I appreciate this, but honestly I'll withhold judgement until I see
how it goes more long term.  But I'm also NOT a kernel developer, I'm
an IT professional who does storage and backups and managing data.  So
my perspective is very definitely one of your users, or users-to-be.
But I've also got a CS degree and understand programming issues and
such.  

> If there was something that was unresolved, and you'd like me to
> look at it again, I'd be more than happy to. If you want to share
> what you were hitting here, I'll tell you what I know - and if it
> was from a year or more ago it's most likely been fixed.

Nope, it was over a year ago and it's behind me.  I was trying to
build the tools on Debian distro when the bcachefs-tools were a real
pain to build.  It's better now.  

>> Slow down.  

> This is the most critical phase in the 10+ year process of shipping a
> new filesystem.

Sure, but that's not what I'm trying to say here.  The kernel has, as
you most certainly know, a standard process for quickly deploying new
versions.  Linus's entire problem is that you dropped in a big chunk
of code into the late release process.  

And none of that is critical, because if you have people running 100tb
of bcachefs right now, they certainly understand that they can lose
data at any time.  Or at least they should if they have any sort of
understanding of reliable data.  bcachefs isn't there yet.  It's
getting close, but Linux has an amazingly complicated VFS and supports
all kinds of wierd edge cases.  Which sucks from the filesystem
perspective.

But you know this.  

So when you run into a major bug in the code, or potential data loss
when -rc2 or later is coming out, just revert.  Pull that code out
because it's obviously not ready.  So you wait a few months, big deal!
IT gives you and the code time to stabilize.  

If someone is losing data and you want to give them a patch to try and
fix it, great, but they can take a patch from you directly.  And post
it to your mailing list.  Put it on a git branch somewhere.  

But revery from the main linus tree.  For now.  In two months, you'll
be back with better code.  bcachefs is still listed as experimental,
so don't feel like you have to keep pushing the absolutely latest code
into the kernel.  Just slow it down a little to make sure you push
good code.  

> We're seeing continually increasing usage (hopefully by users who are
> prepared to accept that risk, but not always!), but we're not yet ready
> for true widespread deployment.

If those users are not prepared to accept the risk of an experimental
filesystem, then screw them!  They're idiots and should be treated as
such.  

I would expect to be fired from my job if I bet my company's data on
bcachefs currently.  Sure, play around and test it if you like, but if
it breaks, you get to keep both pieces.  

Same with bleeding edge kernel developement!  I might run pretty
bleeding edge kernels at home, but only for my own data that I realize
I might lose.  But I also do backups, have the data on XFS and ext4
filesystems, which are stable, and I'm not trying to do crazy things
with it.  

Do I have some test bcachefs volumes?  Sure do.  And I treat them like
lepers, if they break, I either toss them away, or I file a report,
but I certainly don't keep ANY data on there I don't want to lose.  

I'm being blunt here.  

> Shipping a project as large and complex as a filesystem must be done
> incrementally, in stages where we're deploying to gradually increasing
> numbers of users, fixing everything they find and assessing where we're
> at before opening it up to more users.

Yes!  But that process also has to include rollbacks, which git has
made so so so easy.  Just accept that _if_ 6.x-rc[12345] is buggy,
then it needs to be rolled back and subbmitted to 6.x+1-rc1 for the
next cycle after it's been baked.

Anyone running such a bleeding edge kernel and finding problems isn't
going to care about having to hand apply patches, they're already
doing crazy things!  *grin*

> Working with users, supporting with them, checking in on how it's doing,
> and getting them the fixes for what they find is how we iterate and
> improve.

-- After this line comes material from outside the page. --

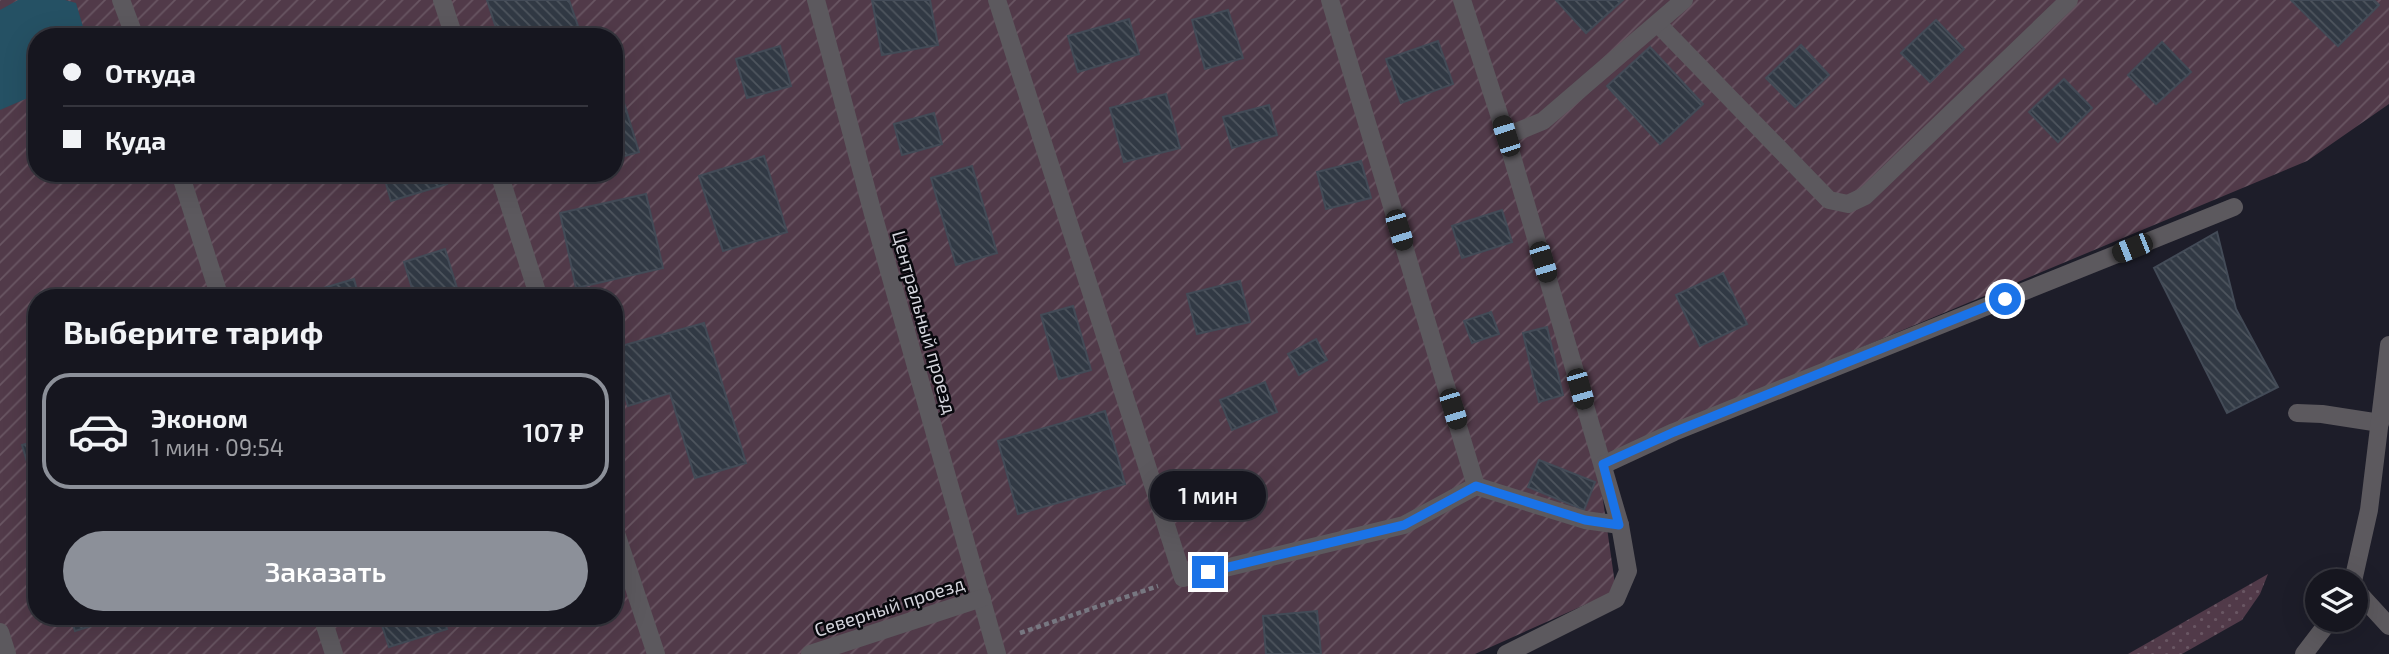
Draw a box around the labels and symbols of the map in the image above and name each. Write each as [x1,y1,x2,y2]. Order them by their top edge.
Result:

The job is not done until it's working well for everyone.

Yes, I agree 100% with all this. 

> Right now, everyone is concerned because this is a hotly anticipated
> project, and everyone wants to see it done right.

So which is more important?  Ship super fast and break things?  Or be
willing to revert and ship just a bit slower?  

> And in 6.16, we had two massive pull requests (30+ patches in a
> week, twice in a row); that also generates concern when people are
> wondering "is this thing stabilizing?".

Correct!

> 6.16 was largely a case of a few particularly interesting bug
> reports generating a bunch of fixes (and relatively simple and
> localized fixes, which is what we like to see) for repair corner
> cases, the biggest culprit (again) being snapshots.

Sure, fixes are great.  But why did you have to drop them into -rc2 in
a big bundle?  Why not just roll back what you had submitted and say
"it's not baked enough, it needs to wait a release"?  

> If you look at the bug tracker, especially rate of incoming bugs and the
> severity of bug reports (and also other sources of bug reports, like
> reddit and IRC) - yes, we are stabilizing fast.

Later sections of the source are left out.